For development, I use several small dev instances in AWS, use Percona Server for MongoDB with three nodes as a database, and have Percona Monitoring and Management (PMM) installed for monitoring the databases.
My development process consists of the following steps:
- I developed a new feature and ran it on the dev server for testing.
- I check the prefiling on the PHP side, and there is no memory leak, and I am happy with the speed.
- I check the database monitoring to ensure everything works fine.
- I debug the feature, setting the number and types of queries in the function to balance the number of queries and the load on the database, if necessary.
Adding new functionality to the application
So I started the application and got ready to run the new feature. The feature was getting information from open sources, processing it, and saving it to the database. The second part of the functionality went through all the saved documents and did some additional processing.
At this point, the application already had a lot of features that loaded the CPU of the Primary Node by 25-40%, and everything was running stably. I decided to have a performance reserve, as I planned to add new features.
I checked several dashboards, and there were no anomalies or changes. PMM has many dashboards and charts, and I will only show a few, just some.
I saved the changes with the new feature and pushed it to the dev server to make it work. Then I checked that the function started without errors, and the result was visible in the database. I use MongoDB Compass to check the result of a database entry.
Something has gone differently than planned.
I waited a few minutes and rechecked the dashboard. At first glance, the main screen was fine. However, I was alarmed by the speed of processing. The number of operations has mostly stayed the same.
I scrolled down through the various charts on the dashboard and saw an anomaly.
The latency increased, and the app loaded the instance to 100% CPU.
I have made a test run on the application side and checked the profiler there, too. The app worked poorly, and queries were slow.
Finding the cause of the problem
I knew the reason was the new feature and immediately rolled back the last changes.
I had a rough idea of where the problem might be, made a few changes, and started again.
I did it several times, but the result was the same (the CPU was loaded at 100%).
I selected a period with a load and used the Query Analytics function built into the monitoring. Query Analytics shows a list of queries sorted by load or execution speed. Some of the queries to the Pages collection gave 90% load, and the Query Time was more than 3 minutes.
In Query Analytics, you can find slow queries, see their details, and then debug them in the application.
Fixing the problem
I made a few changes that fixed the problem.

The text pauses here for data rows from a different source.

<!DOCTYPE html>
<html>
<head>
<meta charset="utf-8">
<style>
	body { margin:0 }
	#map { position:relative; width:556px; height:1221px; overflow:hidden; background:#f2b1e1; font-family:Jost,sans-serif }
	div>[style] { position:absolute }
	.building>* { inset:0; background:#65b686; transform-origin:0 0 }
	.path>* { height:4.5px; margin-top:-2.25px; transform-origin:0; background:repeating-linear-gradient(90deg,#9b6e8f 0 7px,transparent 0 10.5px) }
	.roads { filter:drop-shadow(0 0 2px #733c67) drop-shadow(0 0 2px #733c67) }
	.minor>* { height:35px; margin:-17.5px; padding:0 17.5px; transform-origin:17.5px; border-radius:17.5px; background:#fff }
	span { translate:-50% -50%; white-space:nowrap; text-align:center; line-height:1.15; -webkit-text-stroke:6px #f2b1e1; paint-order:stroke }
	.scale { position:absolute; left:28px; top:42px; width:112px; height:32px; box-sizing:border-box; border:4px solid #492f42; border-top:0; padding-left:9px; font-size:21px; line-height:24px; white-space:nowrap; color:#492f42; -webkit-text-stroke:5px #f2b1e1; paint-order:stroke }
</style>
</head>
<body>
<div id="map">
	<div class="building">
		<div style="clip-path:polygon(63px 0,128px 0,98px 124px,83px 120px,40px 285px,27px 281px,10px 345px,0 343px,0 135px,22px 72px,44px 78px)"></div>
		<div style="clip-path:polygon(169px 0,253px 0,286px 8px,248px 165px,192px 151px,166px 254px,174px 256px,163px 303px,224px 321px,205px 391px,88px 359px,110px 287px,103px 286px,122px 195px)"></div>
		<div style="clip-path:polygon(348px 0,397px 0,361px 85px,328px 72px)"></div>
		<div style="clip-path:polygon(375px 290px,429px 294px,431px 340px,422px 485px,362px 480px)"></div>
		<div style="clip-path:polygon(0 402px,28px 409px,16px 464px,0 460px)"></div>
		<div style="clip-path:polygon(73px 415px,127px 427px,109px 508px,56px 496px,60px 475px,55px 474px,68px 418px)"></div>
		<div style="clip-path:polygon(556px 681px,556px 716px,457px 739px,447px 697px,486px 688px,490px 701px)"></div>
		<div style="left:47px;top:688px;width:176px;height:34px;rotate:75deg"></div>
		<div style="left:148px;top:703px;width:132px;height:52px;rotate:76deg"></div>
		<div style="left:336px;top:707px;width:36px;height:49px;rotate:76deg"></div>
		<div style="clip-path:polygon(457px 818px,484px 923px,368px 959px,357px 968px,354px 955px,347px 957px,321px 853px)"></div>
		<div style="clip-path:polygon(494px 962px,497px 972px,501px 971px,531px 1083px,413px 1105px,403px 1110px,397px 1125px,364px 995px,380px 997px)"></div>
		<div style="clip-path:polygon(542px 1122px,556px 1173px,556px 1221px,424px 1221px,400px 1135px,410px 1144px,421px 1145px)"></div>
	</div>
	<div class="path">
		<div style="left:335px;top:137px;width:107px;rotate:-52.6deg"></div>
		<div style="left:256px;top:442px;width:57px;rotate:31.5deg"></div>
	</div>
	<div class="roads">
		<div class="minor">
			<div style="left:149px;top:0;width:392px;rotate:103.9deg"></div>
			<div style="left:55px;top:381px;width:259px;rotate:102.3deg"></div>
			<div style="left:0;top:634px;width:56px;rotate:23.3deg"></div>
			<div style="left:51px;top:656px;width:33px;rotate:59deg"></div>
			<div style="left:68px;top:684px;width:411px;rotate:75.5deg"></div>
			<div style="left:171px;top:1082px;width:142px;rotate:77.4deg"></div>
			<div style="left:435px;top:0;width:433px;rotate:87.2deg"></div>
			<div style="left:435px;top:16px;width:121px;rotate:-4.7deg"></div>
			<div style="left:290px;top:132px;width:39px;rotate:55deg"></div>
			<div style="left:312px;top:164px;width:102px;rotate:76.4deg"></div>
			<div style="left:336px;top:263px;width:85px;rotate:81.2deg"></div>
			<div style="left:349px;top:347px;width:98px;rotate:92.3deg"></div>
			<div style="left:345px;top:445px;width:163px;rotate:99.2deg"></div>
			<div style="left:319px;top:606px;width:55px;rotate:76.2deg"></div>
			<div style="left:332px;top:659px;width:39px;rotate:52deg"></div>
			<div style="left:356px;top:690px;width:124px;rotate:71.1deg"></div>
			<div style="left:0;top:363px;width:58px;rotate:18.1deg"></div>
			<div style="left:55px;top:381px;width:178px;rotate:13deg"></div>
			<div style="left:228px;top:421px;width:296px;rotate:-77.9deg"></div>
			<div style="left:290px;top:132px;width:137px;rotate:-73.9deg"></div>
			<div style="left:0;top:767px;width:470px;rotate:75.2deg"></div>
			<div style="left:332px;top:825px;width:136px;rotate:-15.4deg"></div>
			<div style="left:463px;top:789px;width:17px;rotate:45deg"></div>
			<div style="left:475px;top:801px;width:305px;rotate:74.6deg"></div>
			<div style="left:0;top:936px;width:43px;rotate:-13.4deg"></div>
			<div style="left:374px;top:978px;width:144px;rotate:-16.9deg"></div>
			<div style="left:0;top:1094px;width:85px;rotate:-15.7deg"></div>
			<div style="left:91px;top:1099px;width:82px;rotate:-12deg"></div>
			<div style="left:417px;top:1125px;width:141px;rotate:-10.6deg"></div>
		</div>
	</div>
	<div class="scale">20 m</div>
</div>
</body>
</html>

The first problem was the indexes. I create indexes from within the application using the command.
$app['db']->CollectionName->createIndex(['index_key' => 1]);
Since the application uses many different collections and queries with conditions on various fields and with or without sorting, I have a lot of indexes.
I made a typo in this case, and the index was not created correctly.

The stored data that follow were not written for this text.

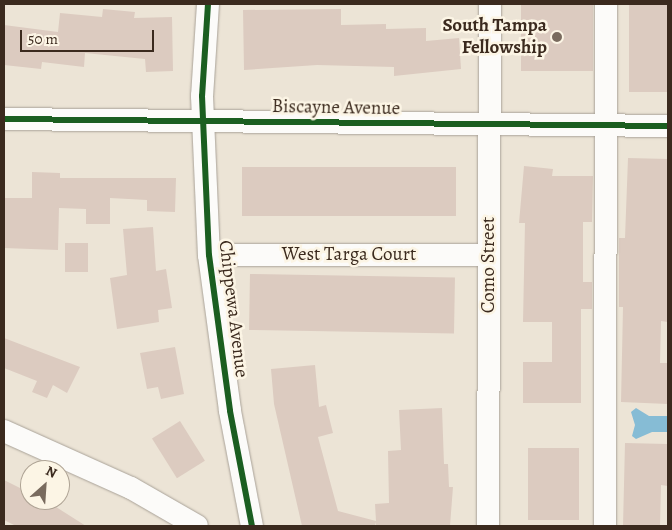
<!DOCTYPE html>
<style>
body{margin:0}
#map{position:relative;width:672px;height:530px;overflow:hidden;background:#ece4d6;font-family:Alegreya,serif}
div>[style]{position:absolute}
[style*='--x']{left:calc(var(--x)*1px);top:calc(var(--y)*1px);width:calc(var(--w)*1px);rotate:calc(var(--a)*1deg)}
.water>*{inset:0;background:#86bcd5}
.building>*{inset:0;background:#dccbc0;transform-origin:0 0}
.roads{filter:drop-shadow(0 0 1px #a9a298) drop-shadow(0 0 1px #a9a298)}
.minor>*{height:22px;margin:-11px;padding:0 11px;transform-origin:11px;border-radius:11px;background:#fcfbf9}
.cycleway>*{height:6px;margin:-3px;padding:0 3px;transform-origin:3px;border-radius:3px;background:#1b5e20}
.dots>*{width:14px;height:14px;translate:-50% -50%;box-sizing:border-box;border:2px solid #fcf5e5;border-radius:50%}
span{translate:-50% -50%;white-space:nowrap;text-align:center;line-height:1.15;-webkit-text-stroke:5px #fcf5e5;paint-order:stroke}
.poi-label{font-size:19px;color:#3b2a1e;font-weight:700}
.right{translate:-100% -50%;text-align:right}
.street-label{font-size:19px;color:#3b2a1e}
.frame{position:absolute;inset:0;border:5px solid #3b2a1e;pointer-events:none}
.north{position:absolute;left:20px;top:460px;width:50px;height:50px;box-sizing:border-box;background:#fcf5e5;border:1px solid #afa495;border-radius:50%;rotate:26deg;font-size:14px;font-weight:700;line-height:20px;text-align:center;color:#3b2a1e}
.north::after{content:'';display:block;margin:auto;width:18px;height:22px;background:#796b5e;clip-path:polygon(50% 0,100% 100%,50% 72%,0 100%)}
.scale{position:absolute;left:20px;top:30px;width:134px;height:22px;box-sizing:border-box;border:2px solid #3b2a1e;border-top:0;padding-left:6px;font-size:15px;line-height:18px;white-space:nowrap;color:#3b2a1e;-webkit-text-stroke:4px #fcf5e5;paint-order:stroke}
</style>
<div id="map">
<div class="water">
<i style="clip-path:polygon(636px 408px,649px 416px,667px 416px,667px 432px,652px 432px,636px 439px,632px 436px,635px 425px,631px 412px)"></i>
</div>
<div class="building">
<i style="left:521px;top:4px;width:72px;height:67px"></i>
<i style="left:629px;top:4px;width:39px;height:88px"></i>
<i style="clip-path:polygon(103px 9px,135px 12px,134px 18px,172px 17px,173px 71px,146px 72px,145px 59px,85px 53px,84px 67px,42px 62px,41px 69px,4px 65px,4px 25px,58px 32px,60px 13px,102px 17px)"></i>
<i style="clip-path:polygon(341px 9px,341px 25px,386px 24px,386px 29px,426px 28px,426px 41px,459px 38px,461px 69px,394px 76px,394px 67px,317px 65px,244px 70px,243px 10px)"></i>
<i style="clip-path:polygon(628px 158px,668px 159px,668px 322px,661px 321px,660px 363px,668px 363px,668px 404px,621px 402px,623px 307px,619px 307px,619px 238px,625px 238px)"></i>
<i style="clip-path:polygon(524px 166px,553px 169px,552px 176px,593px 176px,592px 222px,583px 222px,583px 282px,592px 282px,592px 309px,581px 309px,581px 403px,523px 403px,523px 362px,552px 362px,552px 322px,523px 322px,525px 223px,519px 223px)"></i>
<i style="left:242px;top:167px;width:214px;height:49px"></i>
<i style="clip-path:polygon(32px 172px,60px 173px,60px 178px,176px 178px,175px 212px,147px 211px,147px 200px,110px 198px,110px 224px,86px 224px,86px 209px,59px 208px,58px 250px,4px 248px,4px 198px,32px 198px)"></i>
<i style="clip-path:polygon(153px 227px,156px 271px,166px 269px,172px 308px,158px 310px,159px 322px,117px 329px,110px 278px,127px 275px,123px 229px)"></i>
<i style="left:65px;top:243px;width:23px;height:29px"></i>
<i style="left:250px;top:274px;width:205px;height:56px;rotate:1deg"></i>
<i style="clip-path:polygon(4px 338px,80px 367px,67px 393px,53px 385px,47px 398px,32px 392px,37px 381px,4px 368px)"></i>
<i style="clip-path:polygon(175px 347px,184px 394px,161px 399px,158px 387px,147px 389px,140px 353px)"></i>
<i style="clip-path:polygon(315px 365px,319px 407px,326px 405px,333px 433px,318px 437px,338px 511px,376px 521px,375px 504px,389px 503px,388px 451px,401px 450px,399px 410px,442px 408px,444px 464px,448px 464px,449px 487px,453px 487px,450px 526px,376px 526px,376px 522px,375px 526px,302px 526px,274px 404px,271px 369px)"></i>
<i style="left:180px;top:421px;width:47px;height:33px;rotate:58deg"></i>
<i style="clip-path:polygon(625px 443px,668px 444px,668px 486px,661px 485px,660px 526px,623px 526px)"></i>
<i style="left:579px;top:448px;width:72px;height:51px;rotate:90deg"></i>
<i style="clip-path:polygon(4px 480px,30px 493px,30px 500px,45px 500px,86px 526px,16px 526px,4px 520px)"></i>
</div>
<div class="roads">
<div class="minor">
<i style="--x:208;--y:4;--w:92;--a:93.7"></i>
<i style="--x:202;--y:96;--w:159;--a:87.5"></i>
<i style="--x:209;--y:255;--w:157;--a:82.3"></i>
<i style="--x:230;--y:411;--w:117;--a:79.2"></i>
<i style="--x:4;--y:119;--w:664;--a:0.6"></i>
<i style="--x:209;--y:255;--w:280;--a:0"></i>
<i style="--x:4;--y:431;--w:139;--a:24.2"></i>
<i style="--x:131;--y:488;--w:76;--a:29.9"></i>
<i style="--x:488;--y:526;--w:522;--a:-89.78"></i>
<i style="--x:605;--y:526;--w:522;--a:-89.89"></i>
</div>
</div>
<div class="cycleway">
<i style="--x:208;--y:4;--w:92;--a:93.7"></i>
<i style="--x:202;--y:96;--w:159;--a:87.5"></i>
<i style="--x:209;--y:255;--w:157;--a:82.3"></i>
<i style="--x:230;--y:411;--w:117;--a:79.2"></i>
<i style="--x:4;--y:119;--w:664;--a:0.6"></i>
</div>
<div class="dots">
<i style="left:557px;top:37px;background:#796b5e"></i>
</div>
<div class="poi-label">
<span class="right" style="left:547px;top:37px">South Tampa<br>Fellowship</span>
</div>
<div class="street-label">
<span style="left:336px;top:108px;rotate:1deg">Biscayne Avenue</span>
<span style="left:349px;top:255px">West Targa Court</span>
<span style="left:489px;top:265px;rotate:-90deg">Como Street</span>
<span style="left:233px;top:309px;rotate:83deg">Chippewa Avenue</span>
</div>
<div class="frame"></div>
<div class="north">N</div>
<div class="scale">50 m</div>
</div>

After the indexes were created correctly, I needed quick runs to debug the number of queries to adjust the CPU load to around 50%.
You can see the final chart after debugging and fixing the problem.
Don’t forget to add indexes and make sure they work.
I am a simple developer who can make mistakes and do different experiments. Installing the monitoring was one of the experiments, and previously I just focused on the speed of the PHP script. From time to time, I have looked at the monitoring dashboard in the AWS control panel, but it gives less information, only about the instance itself, without being able to investigate in detail.
So, PMM have a great tools for debugging and searching “bottlenecks” in the databases. And I recommend installing and trying database monitoring with PMM if your application uses MySQL, PostgreSQL, or MongoDB. ∎